UWindsor languages expert Giuliana Salvato says hand gestures are vital tools for fully communicating, so when teaching adults a new language, it should become common practice to teach culturally-specific gestures along with speech.
In her new book Looking Beyond Words: Gestures in the Pedagogy of Second Languages in Multilingual Canada, published by Cambridge Scholars Publishing, Dr. Salvato explains the communicative and cognitive value of gestures and their repercussions in language education.
“If you are Italian, you belong to the Italian community and growing up you will naturally acquire a repertoire of cultural gestures specific to the Italian community,” she says. “It is a disservice to not teach gestures to students who are trying to become truly bilingual or multilingual.”
Salvato, an associate professor of Italian studies, says there is an issue with Italian gestures being stereotyped—people focus more on the stereotype than on the reason why speakers produce gestures. As part of her research, Salvato asked Canadian students to interpret Italian cultural gestures.
“To truly learn Italian, or any other language, I think students need to become acquainted with the cultural gestures that belong to the target community as well as the values that that community attributes to gestures.”
She says some gestures are recognizable only to native speakers, though some have become internationally understood—the high-five, the thumbs-up, or a looped forefinger and thumb to indicate that everything is okay.
“Through experience of living in a community of speakers and learning your native tongue in that community of speakers, you basically develop ability of communicating appropriate to that particular community,” she says.
In addition to cultural gestures, Salvato says there are cognitive value gestures as well, which are entrenched in the expression of thought. When delivering information, people automatically and naturally use these gestures in concert with words.

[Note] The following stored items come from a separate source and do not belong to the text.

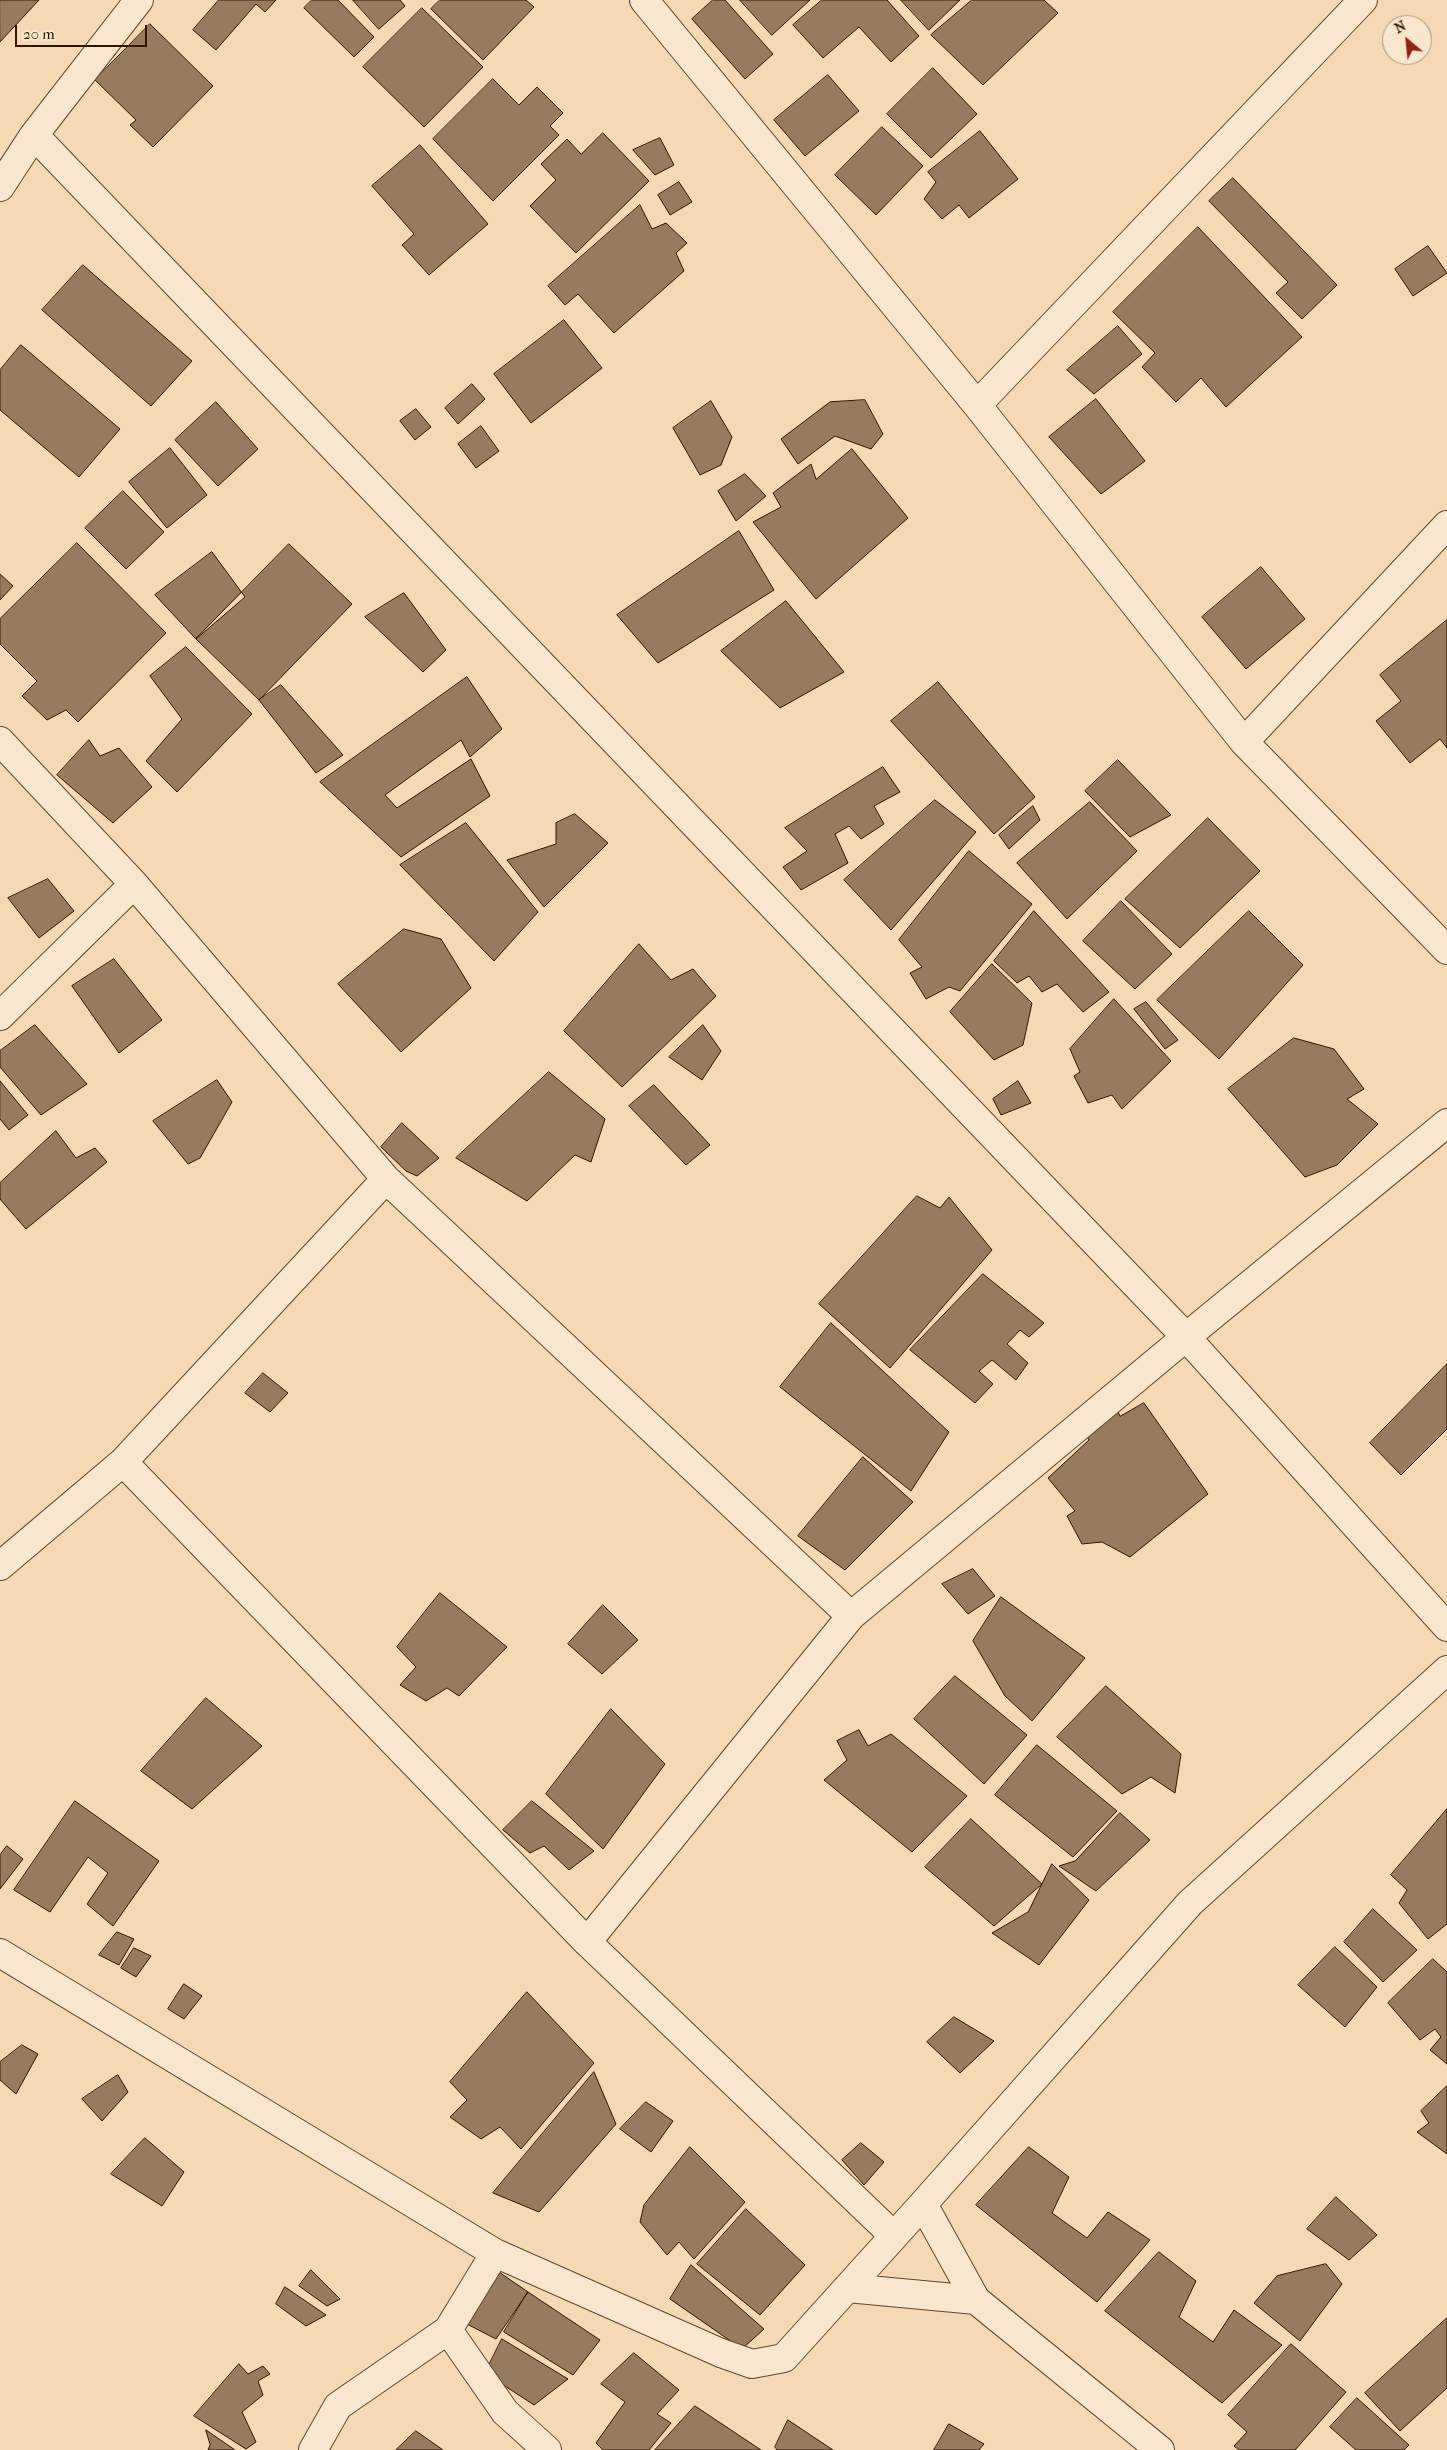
<!DOCTYPE html>
<html>
<head>
<meta charset="utf-8">
<style>
  body { margin:0 }
  #map { position:relative; width:1447px; height:2450px; overflow:hidden; background:#f4d9b4; font-family:"IM FELL French Canon",serif }
  canvas { display:block }
  .north { position:absolute; left:1382px; top:15px; width:50px; height:50px; box-sizing:border-box; background:#f8e6ce; border:1px solid #a8927c; border-radius:50%; rotate:332deg; font-size:14px; font-weight:700; line-height:20px; text-align:center; color:#301500 }
  .north::after { content:''; display:block; margin:auto; width:18px; height:22px; background:#8f2418; clip-path:polygon(50% 0,100% 100%,50% 72%,0 100%) }
  .scale { position:absolute; left:15px; top:25px; width:132px; height:22px; box-sizing:border-box; border:2px solid #301500; border-top:0; padding-left:6px; font-size:15px; line-height:18px; white-space:nowrap; color:#301500; -webkit-text-stroke:4px #f8e6ce; paint-order:stroke }
</style>
</head>
<body>
<div id="map">
<canvas width="1447" height="2450"></canvas>
<div class="north">N</div>
<div class="scale">20 m</div>
</div>
<script>
const g = document.querySelector('canvas').getContext('2d');
g.lineJoin = 'round';
function fillPath(path, color) { g.fillStyle = color; g.fill(path, 'evenodd'); }
function stroke(path, color, width, dash) { g.strokeStyle = color; g.lineWidth = width; g.lineCap = dash ? 'butt' : 'round'; g.setLineDash(dash || []); g.stroke(path); }
const building = new Path2D(`
  M0,0H39L0,42Z
  M219,0H276L265,12L256,4L216,50L193,30Z
  M312,0H338L374,37L354,57L304,8Z
  M353,0H400L405,6L379,29Z
  M440,0H526L534,7L483,60L431,9Z
  M713,0H725L773,54L745,79L692,19Z
  M740,0H810L772,35Z
  M822,0H887L919,36L891,62L859,27L823,58L793,25Z
  M901,0H960L929,30Z
  M972,0H1044L1058,13L983,85L931,35Z
  M422,8L483,67L424,127L363,67Z
  M150,24L213,86L153,147L130,125L136,120L95,80Z
  M933,68L977,114L931,158L887,114Z
  M828,75L859,111L805,156L774,120Z
  M493,79L519,105L537,87L563,113L550,126L559,135L493,201L433,139Z
  M882,127L923,166L876,215L835,175Z
  M980,131L1018,179L969,218L959,205L942,219L924,199L936,182L928,172Z
  M603,133L649,181L576,253L530,206L556,180L541,164L567,139L581,154Z
  M660,138L674,165L655,175L633,150Z
  M420,145L488,224L429,275L402,245L414,234L372,186Z
  M1233,178L1337,285L1302,319L1276,293L1288,282L1209,201Z
  M679,182L692,202L670,215L658,195Z
  M640,205L652,229L666,223L687,243L676,253L684,271L614,333L578,294L565,305L548,286Z
  M1198,227L1302,337L1226,407L1201,378L1176,402L1142,367L1155,353L1113,312Z
  M1428,246L1447,273L1413,296L1395,269Z
  M83,265L192,361L151,406L42,310Z
  M564,320L602,368L531,423L494,374Z
  M1118,326L1142,354L1094,394L1067,370Z
  M21,345L120,429L79,477L0,410V370Z
  M472,384L485,399L458,424L445,408Z
  M1096,399L1145,461L1101,494L1049,437Z
  M865,400L883,434L871,449L835,436L798,464L781,439L830,402Z
  M711,401L732,437L721,465L700,475L673,428Z
  M216,402L258,449L218,486L175,440Z
  M416,409L431,427L415,440L400,421Z
  M481,426L499,451L476,468L458,444Z
  M170,448L207,495L167,528L129,482Z
  M852,449L908,518L816,599L753,522L781,507L773,493L811,464L816,479Z
  M745,474L766,496L736,521L718,491Z
  M123,491L164,532L126,569L85,528Z
  M739,531L774,590L658,663L617,615Z
  M77,543L166,633L78,722L66,710L47,720L22,696L37,681L0,644V619Z
  M289,544L352,604L259,700L196,639Z
  M212,552L245,597L196,639L155,595Z
  M1261,567L1305,619L1246,669L1202,617Z
  M0,574L13,586L0,600Z
  M404,593L446,650L423,672L365,617Z
  M786,601L844,672L780,708L721,651Z
  M1447,620V748L1440,739L1410,763L1376,721L1401,701L1380,675Z
  M186,647L252,714L177,792L146,761L182,719L150,676Z
  M467,677L502,729L470,757L461,740L385,795L397,808L471,759L490,796L401,857L320,782Z
  M938,682L1035,797L994,834L891,721Z
  M281,685L343,755L316,773L259,700Z
  M89,740L100,756L119,748L152,787L113,823L57,775Z
  M1118,760L1171,815L1130,837L1085,791Z
  M883,767L900,792L874,806L884,824L861,839L849,826L835,834L848,863L801,890L783,867L807,851L785,828Z
  M935,800L976,832L891,930L844,880Z
  M1090,802L1137,851L1067,919L1017,863Z
  M1033,806L1040,820L1009,849L999,835Z
  M575,814L608,843L544,907L507,860L556,844V823Z
  M1208,818L1260,871L1180,948L1125,899Z
  M466,823L538,912L494,961L400,865Z
  M969,851L1032,904L960,991L949,987L926,999L910,973L922,967L899,940Z
  M48,879L74,911L39,938L8,898Z
  M1121,901L1172,954L1135,989L1083,941Z
  M1034,911L1109,992L1083,1012L1057,984L1042,992L1029,976L1017,983L994,961Z
  M1249,911L1303,965L1219,1059L1157,1000Z
  M404,929L441,939L471,988L401,1052L338,984Z
  M639,944L671,980L693,969L716,996L622,1087L564,1031Z
  M114,959L162,1020L119,1053L72,986Z
  M992,964L1032,1003L1023,1045L994,1060L950,1012Z
  M1114,999L1171,1061L1122,1109L1112,1095L1088,1103L1074,1076L1080,1072L1070,1049Z
  M1146,1002L1178,1040L1165,1049L1134,1009Z
  M35,1025L87,1084L41,1115L0,1067V1051Z
  M703,1025L721,1051L702,1080L669,1057Z
  M1294,1038L1334,1049L1364,1089L1347,1099L1378,1124L1337,1165L1305,1177L1228,1089Z
  M549,1072L605,1119L591,1162L575,1155L527,1201L456,1158Z
  M217,1080L232,1102L200,1158L188,1164L153,1121Z
  M0,1081L28,1115L9,1130L0,1119Z
  M1018,1081L1031,1103L1001,1115L993,1099Z
  M654,1085L710,1145L686,1165L629,1106Z
  M402,1123L439,1158L417,1176L406,1171L381,1147Z
  M56,1131L76,1158L95,1148L107,1162L26,1229L0,1199V1183Z
  M917,1196L940,1208L949,1197L992,1250L890,1368L819,1304Z
  M983,1274L1044,1323L1029,1337L1020,1330L1007,1344L1028,1363L1016,1380L992,1360L979,1371L993,1384L975,1403L910,1350Z
  M831,1323L949,1432L911,1491L780,1387Z
  M1447,1364V1429L1401,1475L1370,1443Z
  M263,1373L288,1393L270,1412L245,1393Z
  M1144,1403L1208,1494L1130,1557L1102,1542L1082,1544L1067,1516L1075,1511L1048,1478L1089,1440L1083,1429L1114,1404L1120,1416Z
  M863,1457L913,1502L845,1570L798,1536Z
  M973,1569L995,1596L968,1614L942,1584Z
  M440,1593L507,1647L459,1696L447,1688L426,1701L400,1685L416,1667L397,1647Z
  M1001,1597L1085,1658L1032,1721L1005,1696L973,1641Z
  M603,1605L638,1640L602,1674L568,1644Z
  M955,1676L1027,1735L984,1784L914,1719Z
  M1106,1686L1181,1754L1175,1793L1151,1777L1122,1794L1057,1737Z
  M206,1698L262,1746L192,1809L141,1771Z
  M611,1709L665,1764L603,1849L546,1794Z
  M859,1730L868,1746L891,1734L967,1796L912,1852L824,1780L847,1760L837,1741Z
  M1037,1745L1117,1811L1073,1857L995,1795Z
  M75,1801L159,1861L113,1926L87,1904L108,1873L88,1857L50,1912L14,1890Z
  M532,1801L594,1851L569,1870L544,1846L530,1853L503,1830Z
  M1447,1809V1924L1428,1939L1399,1903L1407,1890L1391,1875Z
  M1120,1813L1150,1840L1096,1891L1059,1866L1075,1861Z
  M971,1819L1042,1884L994,1926L925,1867Z
  M7,1846L23,1859L0,1889V1855Z
  M1052,1864L1089,1900L1039,1965L992,1933L1028,1912Z
  M1373,1909L1417,1950L1383,1982L1344,1942Z
  M117,1932L134,1939L119,1965L99,1955Z
  M1335,1947L1377,1987L1345,2027L1298,1985Z
  M134,1948L151,1956L136,1977L121,1968Z
  M1433,1959L1447,1972V2064L1430,2050L1441,2037L1435,2029L1420,2040L1388,2003Z
  M184,1984L202,1996L184,2019L168,2009Z
  M527,1992L594,2063L521,2149L500,2127L481,2139L450,2117L467,2100L450,2082Z
  M954,2017L994,2041L960,2073L927,2042Z
  M22,2045L38,2054L16,2094L0,2080V2062Z
  M594,2072L616,2124L539,2212L493,2193Z
  M118,2075L128,2092L102,2121L82,2099Z
  M1447,2086V2154L1417,2132L1429,2123L1421,2111Z
  M646,2102L673,2121L651,2152L620,2129Z
  M145,2138L184,2172L162,2206L111,2174Z
  M861,2143L884,2162L864,2185L842,2160Z
  M690,2147L745,2202L694,2259L679,2242L667,2255L640,2222L644,2205Z
  M1029,2147L1069,2177L1052,2213L1087,2238L1108,2212L1150,2240L1097,2302L976,2205Z
  M1336,2197L1377,2235L1349,2260L1307,2229Z
  M746,2209L805,2265L760,2315L697,2264Z
  M1159,2252L1196,2281L1179,2317L1213,2342L1234,2310L1282,2345L1222,2403L1105,2311Z
  M1326,2264L1342,2284L1300,2341L1254,2303L1277,2276Z
  M691,2265L764,2329L742,2349L670,2299Z
  M311,2270L340,2299L327,2306L299,2286Z
  M496,2270L528,2292L496,2339L463,2322Z
  M285,2287L326,2315L306,2326L276,2304Z
  M528,2292L600,2340L573,2375L504,2332Z
  M1447,2318V2388L1400,2431L1365,2393Z
  M502,2339L568,2379L534,2405L485,2373Z
  M1291,2344L1346,2392L1295,2450H1239L1234,2446L1247,2432L1228,2415Z
  M634,2353L679,2390L657,2414L671,2423L649,2450H603L596,2443L625,2402L601,2384Z
  M239,2364L248,2374L263,2366L270,2374L258,2381L263,2395L242,2412L256,2442L246,2449L194,2416Z
  M1357,2398L1409,2445L1404,2450H1356L1330,2427Z
  M695,2406L761,2450H655Z
  M788,2420L833,2450H777L775,2447Z
  M949,2424L984,2444L979,2450H934Z
  M206,2430L235,2450H208L210,2445Z
  M416,2431L443,2450H396Z`);
fillPath(building, '#967b5e');
stroke(building, '#301500', 1);
const minor = new Path2D(`
  M644,0L977,405L1244,742L1447,950
  M34,135L1186,1337L1447,1627
  M0,187L34,135L139,0
  M977,405L1363,0
  M0,741L134,884L386,1179L851,1616
  M1244,742L1447,525
  M0,1016L134,884
  M123,1462L587,1942L894,2236
  M0,1566L123,1462L386,1179
  M587,1942L851,1616L1186,1337L1447,1123
  M0,1953L495,2253L721,2353L752,2364L784,2358L923,2204L1190,1903L1447,1670
  M923,2204L976,2300L1160,2450
  M847,2288L976,2300
  M448,2330L505,2412L547,2450
  M313,2450L338,2406L448,2330L495,2253`);
stroke(minor, '#61462d', 30);
stroke(minor, '#f8e6ce', 28);
</script>
</body>
</html>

“We don’t even think about it, but when we communicate we express our thoughts, and in expressing our thoughts we use the verbal and non-verbal channels,” she says. “This defines humanity. No matter what the culture of origin of that humanity, everybody does it.”
Examples of cognitive gestures include someone pacing their speech by hand gestures, using hands to show the size of an object, or tapping on the table to emphasize a point, all in an effort to deliver information. Salvato says people use these gestures even when their hands cannot be seen, such as when speaking on the telephone.
Salvato’s research centres on university-aged adults learning a third or fourth language. After a decade of studying the use of gestures in communication, she says she cannot look at them in the same way.
“In the beginning, I used to look at gestures from a folkloristic or stereotypical perspective, but now I see it as a serious, complex matter that is intricate and mysterious,” she says. “For most of us, it is beyond our control, but our gestures define us culturally and help us fully express thought—this is intricate and mysterious.”